A federal judge in California has upheld a ruling that declared Proposition 8, California's gay marriage ban, unconstitutional.

Proponents of the ban on Monday asked U.S. District Judge James Ware to invalidate Judge Vaughn Walker's August ruling overturning the 2008 voter-approved ban because Walker has since acknowledged that he's gay and in a ten-year relationship with a physician.

The 67-year-old Walker acknowledged that he's gay after he retired from the bench.

Lawyers for Protect Marriage, the coalition of socially conservative groups defending the law, argued that Walker should have recused himself because he's in a same-sex relationship and stood to personally benefit from the verdict.

“It now appears that Judge Walker, at the time the complaint was filed and throughout this litigation, occupied precisely those same shoes as the plaintiffs,” attorney Charles Cooper said.
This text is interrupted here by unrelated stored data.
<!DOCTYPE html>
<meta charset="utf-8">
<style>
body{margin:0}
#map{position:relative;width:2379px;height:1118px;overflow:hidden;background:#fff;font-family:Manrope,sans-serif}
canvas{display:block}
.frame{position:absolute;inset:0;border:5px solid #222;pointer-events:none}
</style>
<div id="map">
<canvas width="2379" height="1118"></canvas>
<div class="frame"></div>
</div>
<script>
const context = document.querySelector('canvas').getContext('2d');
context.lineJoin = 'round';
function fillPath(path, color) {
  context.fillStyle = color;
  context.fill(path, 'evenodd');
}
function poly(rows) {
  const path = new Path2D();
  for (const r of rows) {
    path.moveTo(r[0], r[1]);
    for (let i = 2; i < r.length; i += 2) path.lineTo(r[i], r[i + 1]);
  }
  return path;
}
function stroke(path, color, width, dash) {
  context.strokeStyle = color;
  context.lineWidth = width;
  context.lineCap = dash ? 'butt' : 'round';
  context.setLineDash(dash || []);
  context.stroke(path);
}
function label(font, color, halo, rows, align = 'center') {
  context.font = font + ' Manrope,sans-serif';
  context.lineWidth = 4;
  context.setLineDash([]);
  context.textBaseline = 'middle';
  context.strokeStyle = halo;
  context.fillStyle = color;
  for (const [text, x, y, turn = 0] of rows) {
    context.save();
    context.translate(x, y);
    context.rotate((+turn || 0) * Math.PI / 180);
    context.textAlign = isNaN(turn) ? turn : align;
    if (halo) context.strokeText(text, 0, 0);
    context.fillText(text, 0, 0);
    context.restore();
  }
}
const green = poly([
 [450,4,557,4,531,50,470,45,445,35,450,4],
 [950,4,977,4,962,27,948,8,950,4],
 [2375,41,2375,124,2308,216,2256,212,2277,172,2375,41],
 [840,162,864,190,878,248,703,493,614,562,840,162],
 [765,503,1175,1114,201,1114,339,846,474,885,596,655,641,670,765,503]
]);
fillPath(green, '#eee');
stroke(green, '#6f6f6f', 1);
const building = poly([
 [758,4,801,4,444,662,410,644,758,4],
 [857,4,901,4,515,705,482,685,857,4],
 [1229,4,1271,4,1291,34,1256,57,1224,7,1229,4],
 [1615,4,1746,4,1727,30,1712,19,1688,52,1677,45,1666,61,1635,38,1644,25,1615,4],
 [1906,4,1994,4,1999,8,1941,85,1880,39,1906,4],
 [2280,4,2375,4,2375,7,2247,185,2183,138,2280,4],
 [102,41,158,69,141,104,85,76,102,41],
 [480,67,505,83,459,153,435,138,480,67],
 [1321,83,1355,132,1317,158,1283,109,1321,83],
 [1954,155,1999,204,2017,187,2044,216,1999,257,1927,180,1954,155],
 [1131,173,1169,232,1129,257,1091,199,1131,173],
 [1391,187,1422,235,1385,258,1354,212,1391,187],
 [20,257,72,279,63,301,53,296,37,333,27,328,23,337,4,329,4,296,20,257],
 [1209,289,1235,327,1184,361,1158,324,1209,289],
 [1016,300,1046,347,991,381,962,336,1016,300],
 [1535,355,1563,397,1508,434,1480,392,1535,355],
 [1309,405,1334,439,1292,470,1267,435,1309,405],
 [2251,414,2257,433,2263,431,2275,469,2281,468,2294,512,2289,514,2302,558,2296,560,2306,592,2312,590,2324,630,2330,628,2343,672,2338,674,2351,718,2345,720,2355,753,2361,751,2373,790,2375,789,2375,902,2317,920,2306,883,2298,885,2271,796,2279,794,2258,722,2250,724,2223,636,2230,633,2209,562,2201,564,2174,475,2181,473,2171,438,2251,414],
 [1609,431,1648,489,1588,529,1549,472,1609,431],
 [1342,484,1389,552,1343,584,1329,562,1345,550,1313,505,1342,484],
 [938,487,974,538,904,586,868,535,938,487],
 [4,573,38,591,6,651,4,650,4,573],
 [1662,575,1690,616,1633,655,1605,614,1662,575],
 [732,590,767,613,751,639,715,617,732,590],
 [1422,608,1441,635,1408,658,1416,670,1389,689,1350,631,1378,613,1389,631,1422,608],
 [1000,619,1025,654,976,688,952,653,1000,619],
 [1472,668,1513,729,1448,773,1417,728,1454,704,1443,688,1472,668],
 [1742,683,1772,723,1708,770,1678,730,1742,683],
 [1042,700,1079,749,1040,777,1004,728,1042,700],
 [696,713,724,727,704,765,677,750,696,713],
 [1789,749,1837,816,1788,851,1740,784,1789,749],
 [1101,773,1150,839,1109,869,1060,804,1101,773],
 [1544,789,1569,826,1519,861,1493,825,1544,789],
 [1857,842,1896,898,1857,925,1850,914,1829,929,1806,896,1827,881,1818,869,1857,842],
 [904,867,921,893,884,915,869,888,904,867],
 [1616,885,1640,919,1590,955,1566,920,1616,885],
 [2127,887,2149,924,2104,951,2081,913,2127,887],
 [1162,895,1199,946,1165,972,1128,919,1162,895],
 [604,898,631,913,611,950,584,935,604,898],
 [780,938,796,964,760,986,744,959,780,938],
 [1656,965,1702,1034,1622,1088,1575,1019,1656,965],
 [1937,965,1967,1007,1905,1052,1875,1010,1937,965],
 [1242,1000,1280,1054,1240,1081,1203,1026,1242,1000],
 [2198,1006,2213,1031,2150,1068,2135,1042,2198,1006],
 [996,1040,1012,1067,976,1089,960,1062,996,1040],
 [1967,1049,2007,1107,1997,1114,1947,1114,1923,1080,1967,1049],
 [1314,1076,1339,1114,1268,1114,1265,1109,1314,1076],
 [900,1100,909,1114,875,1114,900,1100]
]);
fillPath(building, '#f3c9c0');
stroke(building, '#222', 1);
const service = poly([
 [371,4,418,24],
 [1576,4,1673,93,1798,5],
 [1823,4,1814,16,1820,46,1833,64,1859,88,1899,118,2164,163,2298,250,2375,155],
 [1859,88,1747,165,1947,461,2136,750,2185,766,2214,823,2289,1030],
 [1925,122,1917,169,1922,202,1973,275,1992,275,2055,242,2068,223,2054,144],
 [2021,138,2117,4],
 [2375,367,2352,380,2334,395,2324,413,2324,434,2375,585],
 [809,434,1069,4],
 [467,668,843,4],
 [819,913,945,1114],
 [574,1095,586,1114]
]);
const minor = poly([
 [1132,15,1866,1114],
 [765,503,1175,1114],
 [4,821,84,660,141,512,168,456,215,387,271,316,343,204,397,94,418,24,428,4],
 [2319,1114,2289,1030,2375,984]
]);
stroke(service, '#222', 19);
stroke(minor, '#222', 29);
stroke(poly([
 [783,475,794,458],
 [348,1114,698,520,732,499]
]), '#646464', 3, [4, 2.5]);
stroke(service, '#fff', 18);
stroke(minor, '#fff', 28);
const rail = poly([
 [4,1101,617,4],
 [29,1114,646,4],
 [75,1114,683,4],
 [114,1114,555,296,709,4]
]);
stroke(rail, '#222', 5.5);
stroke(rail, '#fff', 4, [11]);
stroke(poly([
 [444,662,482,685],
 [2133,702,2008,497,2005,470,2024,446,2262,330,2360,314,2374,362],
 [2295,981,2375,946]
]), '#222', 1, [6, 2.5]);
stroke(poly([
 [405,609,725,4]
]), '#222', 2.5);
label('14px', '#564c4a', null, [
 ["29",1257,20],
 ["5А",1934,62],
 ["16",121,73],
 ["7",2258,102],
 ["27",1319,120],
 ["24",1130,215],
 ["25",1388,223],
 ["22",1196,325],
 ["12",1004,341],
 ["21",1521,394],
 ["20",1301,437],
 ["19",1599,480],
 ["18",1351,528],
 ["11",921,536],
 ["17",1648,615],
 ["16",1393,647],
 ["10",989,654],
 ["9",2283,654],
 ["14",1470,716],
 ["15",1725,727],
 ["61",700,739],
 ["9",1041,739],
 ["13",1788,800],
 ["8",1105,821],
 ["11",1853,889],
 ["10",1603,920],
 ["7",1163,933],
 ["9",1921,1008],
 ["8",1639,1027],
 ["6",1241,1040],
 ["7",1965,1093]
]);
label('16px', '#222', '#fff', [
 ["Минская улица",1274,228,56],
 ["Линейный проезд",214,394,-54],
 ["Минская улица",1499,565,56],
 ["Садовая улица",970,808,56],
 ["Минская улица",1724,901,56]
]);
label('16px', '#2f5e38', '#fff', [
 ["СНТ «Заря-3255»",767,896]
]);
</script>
Lawyers representing the two gay couples challenging the constitutionality of the law called the motion a thinly veiled attack on Walker's sexual orientation.

Ware said on Tuesday that Walker's sexual orientation did not create a conflict of interest.

Ware “erased all doubt that the Prop 8 trial was anything but fair and thorough and sent a powerful message that extreme fringe groups cannot strong-arm the law,” said Chad Griffin, board president of the American Foundation for Equal Rights (AFER), the group formed specifically to challenge the law.

“Prop 8 is hanging by a thread,” he added.

The U.S. 9th Circuit Court of Appeals put Walker's ruling on hold as it considers an appeal.